The `survey` package already provides an
approach for estimating the variance-covariance matrix using the `svyby` function.
Based on the `?survey::svyby` examples, we have:
```{r}
# load the survey library
library(survey)
# load data set
data( api )
# declare sampling design
dclus1 <- svydesign( id=~dnum, weights=~pw, data=apiclus1, fpc=~fpc )
# estimate means
mns <-svyby(~api99, ~stype, dclus1, svymean,covmat=TRUE)
# collect variance-covariance matrix of estimates
( m <- vcov( mns ) )
# compute variance terms
var.naive <- sum( diag( m[c(1,3),c(1,3)] ) )
cov.term <- sum( diag( m[ c(1,3),c(3,1)] ) )
# "naive" SE of the difference
sqrt( var.naive )
# SE of the difference
sqrt( var.naive - cov.term )
#... or using svycontrast
svycontrast( mns , c(E = 1, M = -1) )
```
Notice that, because the covariance terms are positive, the (actual) variance of
the difference is smaller than the "naive" variance.
A similar idea can be implemented with other estimators, such as inequality and poverty measures.
However, this has not yet been implemented for linearization/influence function methods.
In the next section, we show an example with the Gini index.
## Example Calculation
The current `convey` software does not account for the covariance across `svyby` groups for linearization-based estimation. The example below describes this calculation and presents what is, in this case, a limited impact on the final error terms.

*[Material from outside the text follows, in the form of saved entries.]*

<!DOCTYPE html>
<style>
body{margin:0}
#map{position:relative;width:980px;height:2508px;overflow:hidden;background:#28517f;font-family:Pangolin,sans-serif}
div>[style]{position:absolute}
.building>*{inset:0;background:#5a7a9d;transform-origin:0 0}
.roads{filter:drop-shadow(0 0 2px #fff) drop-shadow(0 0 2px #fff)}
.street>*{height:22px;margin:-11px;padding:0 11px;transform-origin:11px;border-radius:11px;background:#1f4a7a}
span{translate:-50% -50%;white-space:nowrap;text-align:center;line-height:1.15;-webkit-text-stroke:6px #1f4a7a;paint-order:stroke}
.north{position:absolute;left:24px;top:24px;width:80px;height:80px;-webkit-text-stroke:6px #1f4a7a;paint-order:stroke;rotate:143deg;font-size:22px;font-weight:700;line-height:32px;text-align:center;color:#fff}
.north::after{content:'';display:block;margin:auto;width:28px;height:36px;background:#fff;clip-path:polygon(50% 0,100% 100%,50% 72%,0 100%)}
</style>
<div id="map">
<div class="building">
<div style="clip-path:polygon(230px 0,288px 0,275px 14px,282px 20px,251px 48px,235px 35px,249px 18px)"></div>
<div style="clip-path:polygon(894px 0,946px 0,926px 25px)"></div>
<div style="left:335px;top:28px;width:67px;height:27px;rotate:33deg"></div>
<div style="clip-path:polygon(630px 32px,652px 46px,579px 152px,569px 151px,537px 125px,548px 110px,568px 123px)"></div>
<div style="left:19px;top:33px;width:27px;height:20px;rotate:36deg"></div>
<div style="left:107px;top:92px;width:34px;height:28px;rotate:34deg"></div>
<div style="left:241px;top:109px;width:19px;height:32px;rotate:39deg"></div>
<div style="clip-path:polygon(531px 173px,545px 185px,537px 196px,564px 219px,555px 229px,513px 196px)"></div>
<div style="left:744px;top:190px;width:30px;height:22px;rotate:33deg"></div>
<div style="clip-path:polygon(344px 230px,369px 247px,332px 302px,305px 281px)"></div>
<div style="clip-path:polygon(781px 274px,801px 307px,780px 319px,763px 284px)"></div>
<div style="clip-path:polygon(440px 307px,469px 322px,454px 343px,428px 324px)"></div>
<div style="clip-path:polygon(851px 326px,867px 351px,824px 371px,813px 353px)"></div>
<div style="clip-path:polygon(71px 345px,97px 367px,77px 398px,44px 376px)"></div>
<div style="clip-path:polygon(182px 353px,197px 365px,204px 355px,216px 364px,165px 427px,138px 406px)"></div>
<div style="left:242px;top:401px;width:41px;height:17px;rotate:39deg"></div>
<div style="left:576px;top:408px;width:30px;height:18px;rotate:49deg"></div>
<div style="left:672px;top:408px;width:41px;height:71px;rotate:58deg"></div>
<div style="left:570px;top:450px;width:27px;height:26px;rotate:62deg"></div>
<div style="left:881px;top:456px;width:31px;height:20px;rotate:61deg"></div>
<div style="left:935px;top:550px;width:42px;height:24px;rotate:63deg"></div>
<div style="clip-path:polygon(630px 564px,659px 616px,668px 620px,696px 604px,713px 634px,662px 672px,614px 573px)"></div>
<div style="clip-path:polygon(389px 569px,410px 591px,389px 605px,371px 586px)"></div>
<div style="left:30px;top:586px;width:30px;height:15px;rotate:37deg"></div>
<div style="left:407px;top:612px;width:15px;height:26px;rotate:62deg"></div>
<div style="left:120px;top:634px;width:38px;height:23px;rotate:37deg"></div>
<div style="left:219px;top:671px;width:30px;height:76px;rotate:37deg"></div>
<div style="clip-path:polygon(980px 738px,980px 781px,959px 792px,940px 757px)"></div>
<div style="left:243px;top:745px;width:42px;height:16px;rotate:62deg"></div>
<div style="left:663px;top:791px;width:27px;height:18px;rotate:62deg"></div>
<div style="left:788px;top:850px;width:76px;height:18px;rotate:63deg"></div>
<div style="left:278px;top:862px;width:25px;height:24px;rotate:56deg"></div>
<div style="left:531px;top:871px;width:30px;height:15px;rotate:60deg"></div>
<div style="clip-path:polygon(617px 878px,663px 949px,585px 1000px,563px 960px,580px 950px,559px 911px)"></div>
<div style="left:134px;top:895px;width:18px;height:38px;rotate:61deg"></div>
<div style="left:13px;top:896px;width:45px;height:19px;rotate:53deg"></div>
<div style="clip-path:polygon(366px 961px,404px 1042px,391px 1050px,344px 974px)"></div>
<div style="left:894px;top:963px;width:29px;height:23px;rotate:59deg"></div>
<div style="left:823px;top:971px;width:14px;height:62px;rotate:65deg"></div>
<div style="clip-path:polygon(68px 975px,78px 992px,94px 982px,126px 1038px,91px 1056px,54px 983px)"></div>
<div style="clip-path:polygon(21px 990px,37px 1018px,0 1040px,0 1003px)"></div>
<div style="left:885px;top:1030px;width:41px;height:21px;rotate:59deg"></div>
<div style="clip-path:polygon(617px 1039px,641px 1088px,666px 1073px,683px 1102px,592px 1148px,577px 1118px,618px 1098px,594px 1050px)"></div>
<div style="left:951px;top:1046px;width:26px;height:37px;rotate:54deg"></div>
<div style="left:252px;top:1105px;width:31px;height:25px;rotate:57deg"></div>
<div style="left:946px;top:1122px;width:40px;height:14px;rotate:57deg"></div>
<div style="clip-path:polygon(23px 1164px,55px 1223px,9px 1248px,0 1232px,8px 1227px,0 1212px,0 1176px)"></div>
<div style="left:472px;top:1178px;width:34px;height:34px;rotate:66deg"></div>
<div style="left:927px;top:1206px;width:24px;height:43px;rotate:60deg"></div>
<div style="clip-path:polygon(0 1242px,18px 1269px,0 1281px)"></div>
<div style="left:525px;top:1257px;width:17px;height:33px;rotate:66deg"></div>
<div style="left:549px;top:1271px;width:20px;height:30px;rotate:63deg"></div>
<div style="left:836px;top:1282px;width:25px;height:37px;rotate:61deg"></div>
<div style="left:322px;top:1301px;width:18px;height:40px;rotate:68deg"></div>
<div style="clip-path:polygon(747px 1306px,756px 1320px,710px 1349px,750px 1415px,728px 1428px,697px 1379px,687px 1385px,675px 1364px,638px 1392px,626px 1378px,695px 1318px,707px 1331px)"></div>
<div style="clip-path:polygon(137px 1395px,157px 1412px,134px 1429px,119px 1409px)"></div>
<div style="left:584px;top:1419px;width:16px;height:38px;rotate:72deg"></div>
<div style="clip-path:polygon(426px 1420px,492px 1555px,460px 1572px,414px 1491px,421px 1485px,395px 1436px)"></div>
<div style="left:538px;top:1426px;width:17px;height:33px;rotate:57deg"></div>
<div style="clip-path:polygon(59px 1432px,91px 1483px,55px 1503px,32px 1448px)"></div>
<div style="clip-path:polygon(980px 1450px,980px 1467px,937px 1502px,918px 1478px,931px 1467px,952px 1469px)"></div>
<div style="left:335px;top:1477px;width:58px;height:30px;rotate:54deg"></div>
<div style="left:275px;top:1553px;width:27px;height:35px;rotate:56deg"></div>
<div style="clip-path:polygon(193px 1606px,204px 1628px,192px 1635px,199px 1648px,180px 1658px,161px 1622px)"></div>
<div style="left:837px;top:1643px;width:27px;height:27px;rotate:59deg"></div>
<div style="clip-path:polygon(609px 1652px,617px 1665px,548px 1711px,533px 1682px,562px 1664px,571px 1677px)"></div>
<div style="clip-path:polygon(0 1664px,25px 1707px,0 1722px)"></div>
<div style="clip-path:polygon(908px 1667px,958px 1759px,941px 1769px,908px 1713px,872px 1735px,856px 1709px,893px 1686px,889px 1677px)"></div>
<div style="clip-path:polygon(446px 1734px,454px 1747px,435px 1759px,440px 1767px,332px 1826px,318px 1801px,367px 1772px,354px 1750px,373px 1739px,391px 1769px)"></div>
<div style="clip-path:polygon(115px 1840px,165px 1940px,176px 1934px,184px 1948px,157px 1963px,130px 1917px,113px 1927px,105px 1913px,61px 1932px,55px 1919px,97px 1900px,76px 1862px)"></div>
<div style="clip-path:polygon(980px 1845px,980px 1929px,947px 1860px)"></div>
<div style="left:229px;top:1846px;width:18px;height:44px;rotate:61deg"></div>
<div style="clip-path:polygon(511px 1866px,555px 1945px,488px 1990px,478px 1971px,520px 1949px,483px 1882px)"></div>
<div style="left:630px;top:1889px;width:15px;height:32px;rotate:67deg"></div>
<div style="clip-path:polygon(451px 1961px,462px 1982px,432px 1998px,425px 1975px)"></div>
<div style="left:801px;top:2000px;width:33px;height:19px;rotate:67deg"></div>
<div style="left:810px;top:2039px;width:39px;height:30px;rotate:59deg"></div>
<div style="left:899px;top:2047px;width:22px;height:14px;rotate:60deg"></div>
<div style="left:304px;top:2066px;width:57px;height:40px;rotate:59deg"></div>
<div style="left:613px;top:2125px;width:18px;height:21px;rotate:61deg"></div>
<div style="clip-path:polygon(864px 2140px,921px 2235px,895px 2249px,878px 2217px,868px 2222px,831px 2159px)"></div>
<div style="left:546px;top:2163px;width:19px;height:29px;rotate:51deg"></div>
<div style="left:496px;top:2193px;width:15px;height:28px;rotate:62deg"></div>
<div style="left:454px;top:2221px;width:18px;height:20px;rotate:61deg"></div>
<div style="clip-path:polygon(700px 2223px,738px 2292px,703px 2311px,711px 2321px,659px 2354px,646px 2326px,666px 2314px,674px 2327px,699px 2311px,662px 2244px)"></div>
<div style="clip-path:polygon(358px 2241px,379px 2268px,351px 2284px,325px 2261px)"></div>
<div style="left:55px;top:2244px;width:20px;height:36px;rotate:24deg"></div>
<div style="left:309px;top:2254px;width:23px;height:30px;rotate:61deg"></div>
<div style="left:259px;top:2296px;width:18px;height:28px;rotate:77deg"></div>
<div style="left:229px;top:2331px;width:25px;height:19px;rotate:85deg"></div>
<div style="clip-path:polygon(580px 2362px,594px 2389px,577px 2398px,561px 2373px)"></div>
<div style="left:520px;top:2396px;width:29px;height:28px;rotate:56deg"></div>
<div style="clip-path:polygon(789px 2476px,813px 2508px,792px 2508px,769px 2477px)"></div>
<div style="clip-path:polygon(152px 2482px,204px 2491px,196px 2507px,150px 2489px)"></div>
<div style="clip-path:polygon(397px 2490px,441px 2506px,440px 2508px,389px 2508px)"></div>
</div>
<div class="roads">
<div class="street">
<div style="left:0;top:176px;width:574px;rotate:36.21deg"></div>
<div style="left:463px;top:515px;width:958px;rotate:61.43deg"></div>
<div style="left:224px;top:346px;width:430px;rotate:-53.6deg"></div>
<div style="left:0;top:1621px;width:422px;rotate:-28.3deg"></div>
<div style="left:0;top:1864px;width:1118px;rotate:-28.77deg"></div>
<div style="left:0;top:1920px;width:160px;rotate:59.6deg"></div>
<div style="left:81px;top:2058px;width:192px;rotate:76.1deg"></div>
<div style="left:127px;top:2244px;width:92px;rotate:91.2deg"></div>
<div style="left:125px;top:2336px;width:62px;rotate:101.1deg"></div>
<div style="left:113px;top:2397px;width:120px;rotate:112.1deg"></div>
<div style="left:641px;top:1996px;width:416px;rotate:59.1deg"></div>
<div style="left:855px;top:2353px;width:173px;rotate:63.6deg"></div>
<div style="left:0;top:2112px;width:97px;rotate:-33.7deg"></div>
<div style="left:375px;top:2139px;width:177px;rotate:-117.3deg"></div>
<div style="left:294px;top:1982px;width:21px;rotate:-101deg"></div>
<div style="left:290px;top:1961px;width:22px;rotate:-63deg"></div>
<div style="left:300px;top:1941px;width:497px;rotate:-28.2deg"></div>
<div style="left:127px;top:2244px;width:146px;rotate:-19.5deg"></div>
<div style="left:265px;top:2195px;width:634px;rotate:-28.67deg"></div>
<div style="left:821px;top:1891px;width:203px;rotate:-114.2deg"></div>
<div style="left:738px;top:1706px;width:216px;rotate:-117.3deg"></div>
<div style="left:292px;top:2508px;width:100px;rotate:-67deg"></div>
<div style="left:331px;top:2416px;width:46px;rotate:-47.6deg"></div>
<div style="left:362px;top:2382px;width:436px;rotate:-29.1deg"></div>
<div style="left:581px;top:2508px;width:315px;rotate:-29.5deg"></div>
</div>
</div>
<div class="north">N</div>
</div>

We start by showing what has been implemented --- the resampling based approach:
```{r}
# load the convey package
library(convey)
# load the survey library
library(survey)
# load the laeken library
library(laeken)
# load the synthetic EU statistics on income & living conditions
data(eusilc)
# make all column names lowercase
names(eusilc) <- tolower(names(eusilc))
# construct a survey.design
# using our recommended setup
des_eusilc <-
svydesign(
ids = ~ rb030 ,
strata = ~ db040 ,
weights = ~ rb050 ,
data = eusilc
)
# create bootstrap-based design object
des_eusilc_rep <- as.svrepdesign( des_eusilc , type = "bootstrap" )
# immediately run the convey_prep function on it
des_eusilc <- convey_prep( des_eusilc )
des_eusilc_rep <- convey_prep(des_eusilc_rep)
# estimate gini by gender, with and without covariance matrices
ginis.rep <- svyby( ~ py010n , ~rb090 , des_eusilc_rep , svygini , na.rm = TRUE , covmat = TRUE )
ginis.rep.nocov <- svyby( ~ py010n , ~rb090 , des_eusilc_rep , svygini , na.rm = TRUE , covmat = FALSE )
# variance of the gini difference: naive
svycontrast( ginis.rep.nocov , quote( `male` - `female` ) )
# variance of the gini difference: accounting for covariance
svycontrast( ginis.rep , quote( `male` - `female` ) )
```
Notice that the warning `Only diagonal elements of vcov() available` means that
the covariance terms are null for the `vcov( ginis.rep.nocov )` result.
We highlight that, for net changes under rotating panels, the resampling procedures
should be modified to account for the covariance induced by the overlapping samples.
An `R` based solution is presented by @cillia2021.
While not implemented yet, a linearization-based approach can be applied using:
```{r}
# estimate gini by gender, with and without covariance matrices
ginis.lin.nocov <- svyby( ~ py010n , ~rb090 , des_eusilc , svygini , na.rm = TRUE , covmat = FALSE )
gini.female <- svygini( ~ py010n , subset( des_eusilc , rb090 == "female" ), na.rm = TRUE , influence = TRUE )
gini.male <- svygini( ~ py010n , subset( des_eusilc , rb090 == "male" ), na.rm = TRUE , influence = TRUE )
# estimate full variance-covariance matrix
linmat <- rep( 0 , nrow( des_eusilc$variables ) )
linmat[ attr( gini.female , "index" ) ] <- attr( gini.female , "influence" )
linmat[ attr( gini.male , "index" ) ] <- attr( gini.male , "influence" )
linmat <- linmat * des_eusilc$prob
lintot <- svyby( linmat , ~rb090 , des_eusilc , svytotal , covmat = TRUE )
# compare the variance-covariance matrices
vcov( ginis.lin.nocov ) # naive, with null covariance terms
vcov( lintot ) # full, with non-null covariance terms
# SE of the gini difference: naive
SE( svycontrast( ginis.lin.nocov , quote( `male` - `female` ) ) )
# SE of the gini difference: accounting for covariance
SE( svycontrast( lintot , quote( `male` - `female` ) ) )
```
Notice that the warning `Only diagonal elements of vcov() available` means that
the covariance terms are null for the `vcov( ginis.lin.nocov )` result.